The terms ‘setting’ and ‘streaming’ are used to describe a variety of approaches by which pupils with similar levels of current attainment are consistently grouped together for lessons.
Setting’ usually involves grouping pupils in a given year group into classes for specific subjects, such as mathematics and English, but not across the whole curriculum.
‘Streaming’ (also known as ‘tracking’ in some countries) usually involves grouping pupils into classes for all or most of their lessons, so that a pupil is in the same group regardless of the subject being taught.
Pupils in different sets or streams sometimes follow a different curriculum, particularly when different national tests, different examination levels or different types of academic and vocational qualifications are available.

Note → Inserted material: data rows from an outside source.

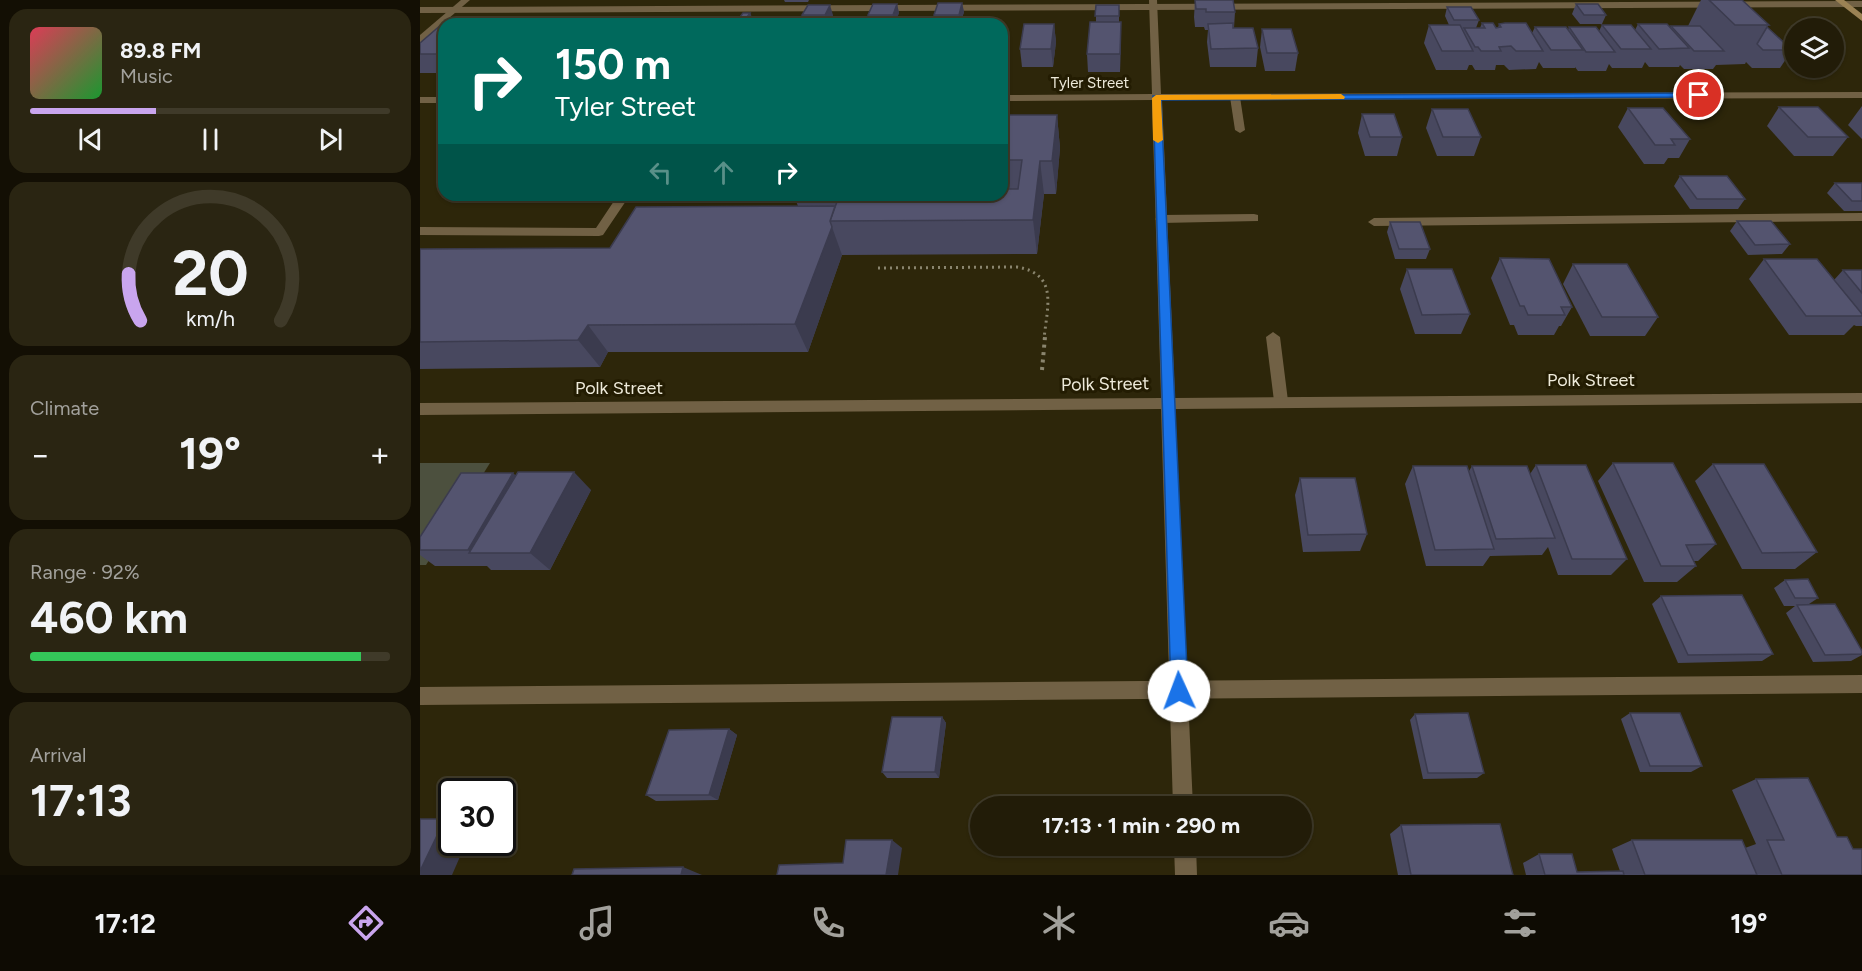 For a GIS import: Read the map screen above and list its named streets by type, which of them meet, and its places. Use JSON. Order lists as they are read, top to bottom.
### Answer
{
  "streets": {
    "street": ["Tyler Street", "Polk Street"]
  },
  "page": {
    "turn": ["150 m", "Tyler Street"],
    "song": ["89.8 FM", "Music"],
    "tile": [
      "Climate",
      ["Range · 92%", "460 km"],
      ["Arrival", "17:13"]
    ],
    "heat": ["−", "19°", "+"],
    "limit": "30",
    "trip": "17:13 · 1 min · 290 m",
    "tabs": ["17:12", "19°"],
    "gauge": ["20", "km/h"]
  }
}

In some studies, such as Slavin 1987, ability grouping in classes is described as ‘re-grouping’.
Setting and streaming are combined in this Toolkit entry because these practices are usually combined in the evidence reviews on attainment grouping. Both involve regular and consistent grouping of pupils into classes based on attainment.

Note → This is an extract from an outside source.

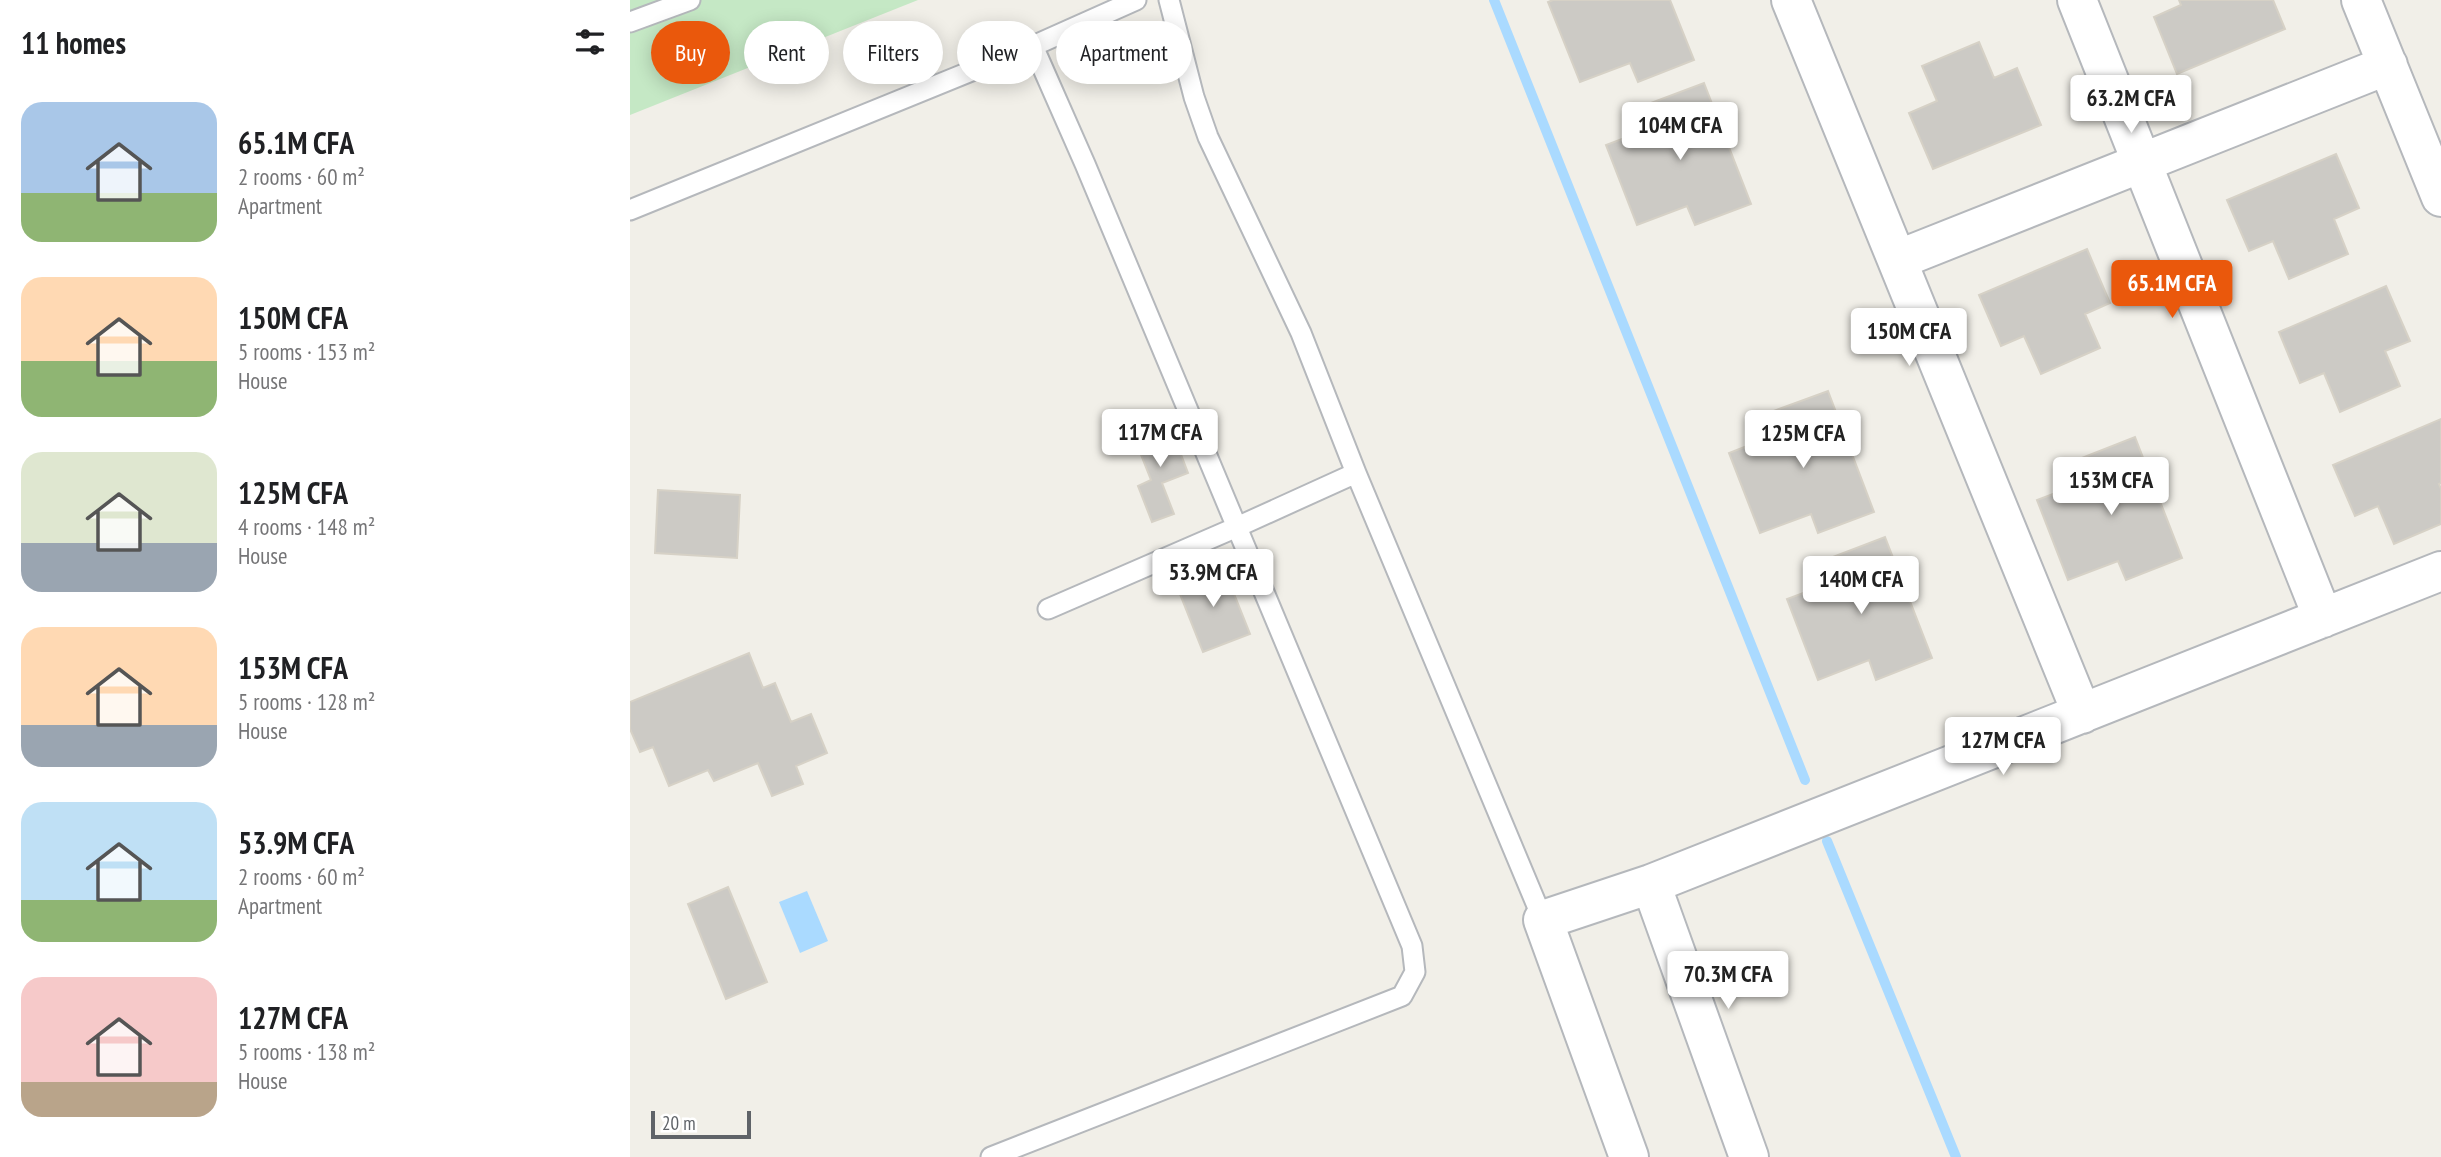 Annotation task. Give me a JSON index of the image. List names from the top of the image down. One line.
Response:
{"scale_bar":"20 m","page":{"heading":"11 homes","chip":["Buy","Rent","Filters","New","Apartment"],"price":["63.2M CFA","104M CFA","65.1M CFA","150M CFA","117M CFA","125M CFA","153M CFA","53.9M CFA","140M CFA","127M CFA","70.3M CFA"],"list":[{"name":"65.1M CFA","note":"2 rooms · 60 m² · Apartment"},{"name":"150M CFA","note":"5 rooms · 153 m² · House"},{"name":"125M CFA","note":"4 rooms · 148 m² · House"},{"name":"153M CFA","note":"5 rooms · 128 m² · House"},{"name":"53.9M CFA","note":"2 rooms · 60 m² · Apartment"},{"name":"127M CFA","note":"5 rooms · 138 m² · House"}],"scale":"20 m"}}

There are other forms of grouping, not included in this Toolkit entry, which also use current academic performance to organise pupils for teaching.
Within-class attainment grouping: Pupils with similar levels of current attainment are grouped together, for example, on specific tables, but all pupils are taught by their usual teacher and support staff, and they usually all follow the same curriculum.

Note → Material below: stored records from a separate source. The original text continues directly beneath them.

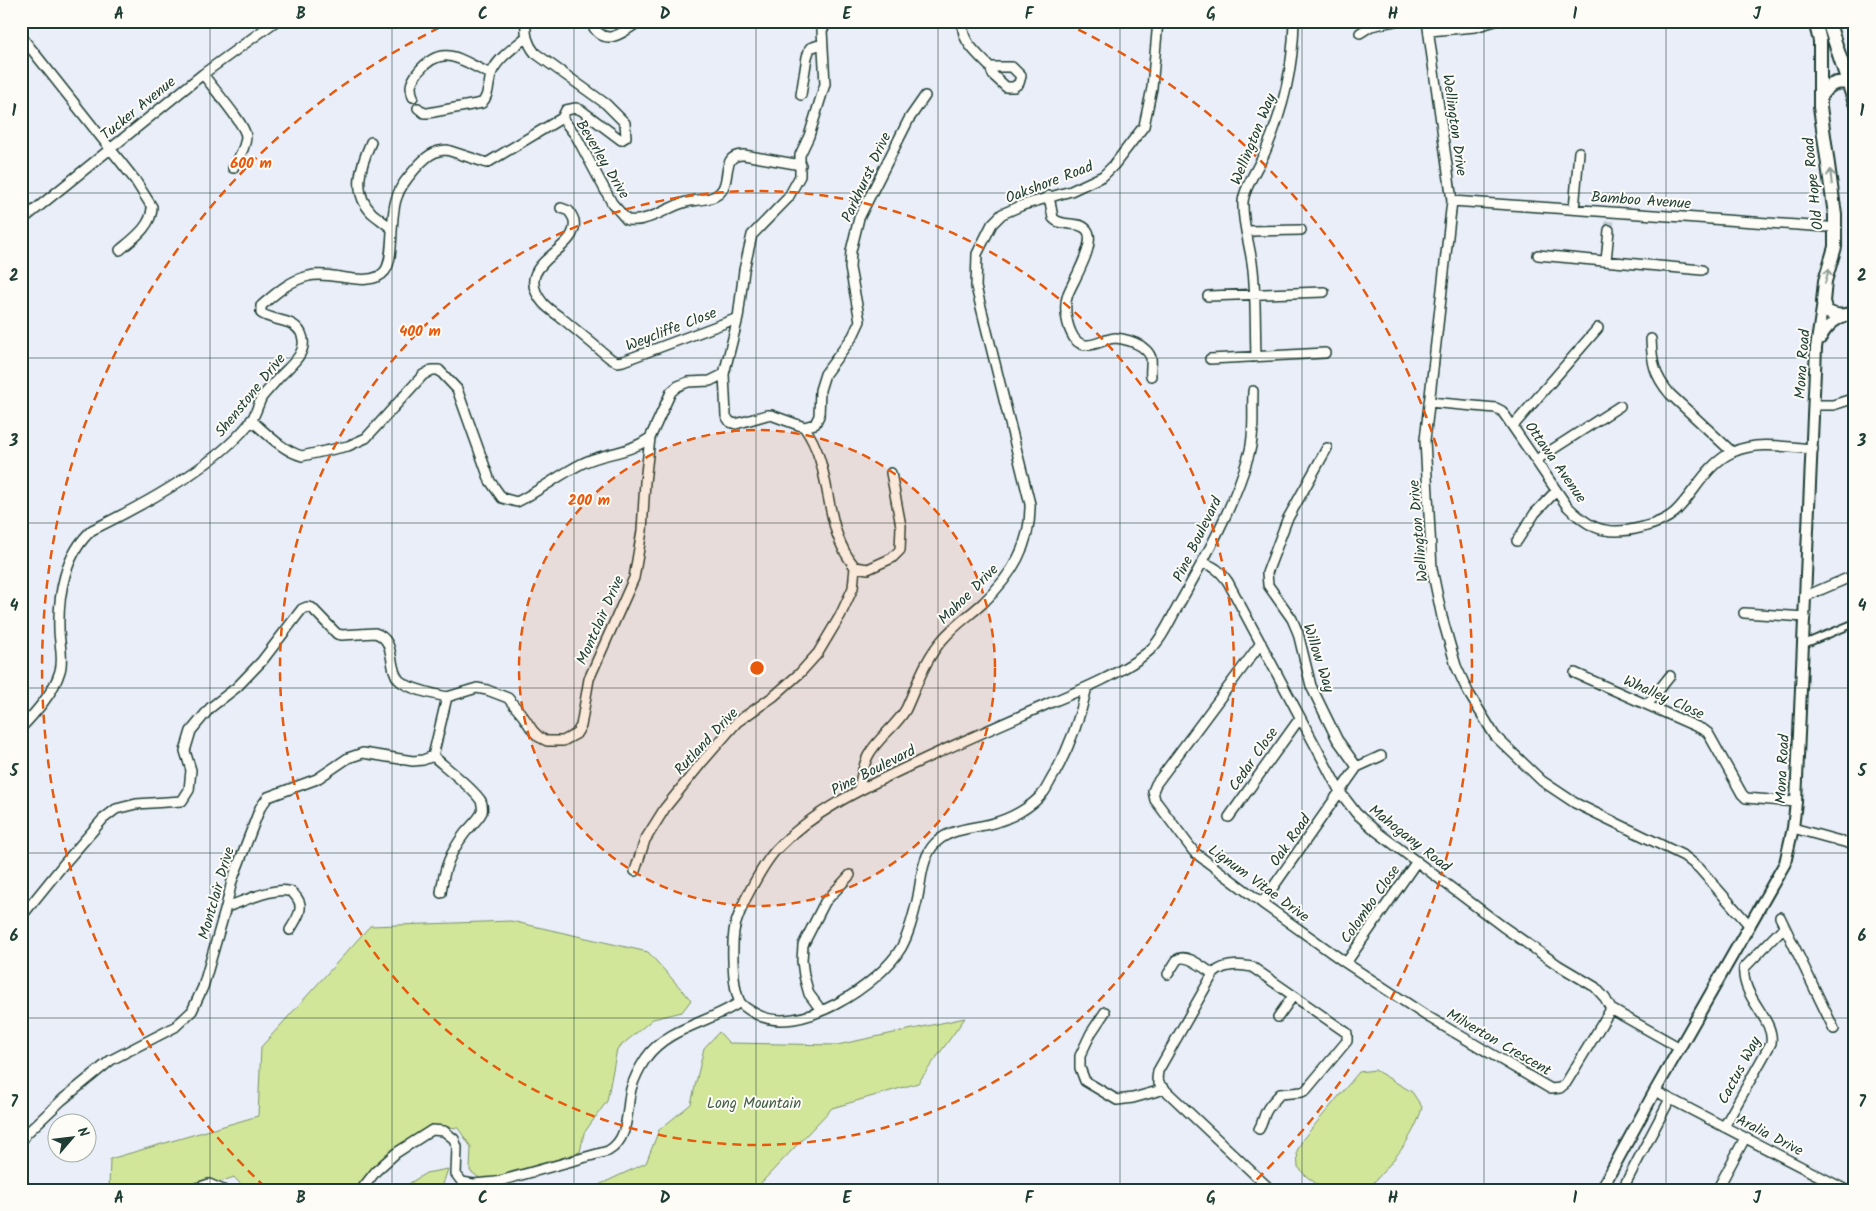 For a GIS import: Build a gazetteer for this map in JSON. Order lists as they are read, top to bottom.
{
  "streets": {
    "main road": ["Old Hope Road"],
    "street": [
      "Tucker Avenue",
      "Wellington Drive",
      "Wellington Way",
      "Beverley Drive",
      "Parkhurst Drive",
      "Oakshore Road",
      "Bamboo Avenue",
      "Weycliffe Close",
      "Mona Road",
      "Shenstone Drive",
      "Ottawa Avenue",
      "Pine Boulevard",
      "Mahoe Drive",
      "Montclair Drive",
      "Willow Way",
      "Whalley Close",
      "Rutland Drive",
      "Cedar Close",
      "Mahogany Road",
      "Oak Road",
      "Lignum Vitae Drive",
      "Colombo Close",
      "Milverton Crescent",
      "Cactus Way",
      "Aralia Drive"
    ]
  },
  "crossings": [
    ["Wellington Drive", "Bamboo Avenue"],
    ["Wellington Drive", "Mona Road"],
    ["Wellington Drive", "Ottawa Avenue"],
    ["Beverley Drive", "Shenstone Drive"],
    ["Oakshore Road", "Mahoe Drive"],
    ["Old Hope Road", "Mona Road"],
    ["Mona Road", "Ottawa Avenue"],
    ["Mona Road", "Whalley Close"],
    ["Mona Road", "Aralia Drive"],
    ["Pine Boulevard", "Mahoe Drive"],
    ["Pine Boulevard", "Mahogany Road"],
    ["Cedar Close", "Mahogany Road"],
    ["Mahogany Road", "Oak Road"],
    ["Mahogany Road", "Lignum Vitae Drive"],
    ["Mahogany Road", "Colombo Close"],
    ["Mahogany Road", "Milverton Crescent"],
    ["Oak Road", "Lignum Vitae Drive"],
    ["Lignum Vitae Drive", "Colombo Close"],
    ["Lignum Vitae Drive", "Milverton Crescent"],
    ["Colombo Close", "Milverton Crescent"],
    ["Cactus Way", "Aralia Drive"]
  ],
  "one_way": ["Old Hope Road"],
  "parks": ["Long Mountain"],
  "north": "top right",
  "grid": {
    "columns": [
      "A",
      "B",
      "C",
      "D",
      "E",
      "F",
      "G",
      "H",
      "I",
      "J"
    ],
    "rows": [
      "1",
      "2",
      "3",
      "4",
      "5",
      "6",
      "7"
    ]
  },
  "rings": ["600 m", "400 m", "200 m"]
}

Cross-age grouping: pupils from different year groups are formed into classes of similar current attainment for specific lessons (usually reading and mathematics), but then return to their same-age classes for other lessons.
Gifted and talented provision: high attaining pupils are taught in separate groups or classes.
Acceleration: pupils considered to be of exceptional ability receive separate lessons with a different curriculum (or the same curriculum at a faster pace) or join older learners for more advanced study.
The Toolkit has a separate entry on Within-class attainment grouping. Cross-age grouping, gifted and talented provision, and acceleration are not currently covered in the Toolkit.
Although these practices are sometimes described as ‘ability grouping’, we refer here to ‘attainment’ rather than ‘ability’, as schools generally use measures of current performance, rather than measures of ability, to group pupils.
Search Terms: ability grouping, setting, streaming, tracking, homogeneous/ heterogeneous grouping, regrouping, (gifted and talented, within class ability grouping)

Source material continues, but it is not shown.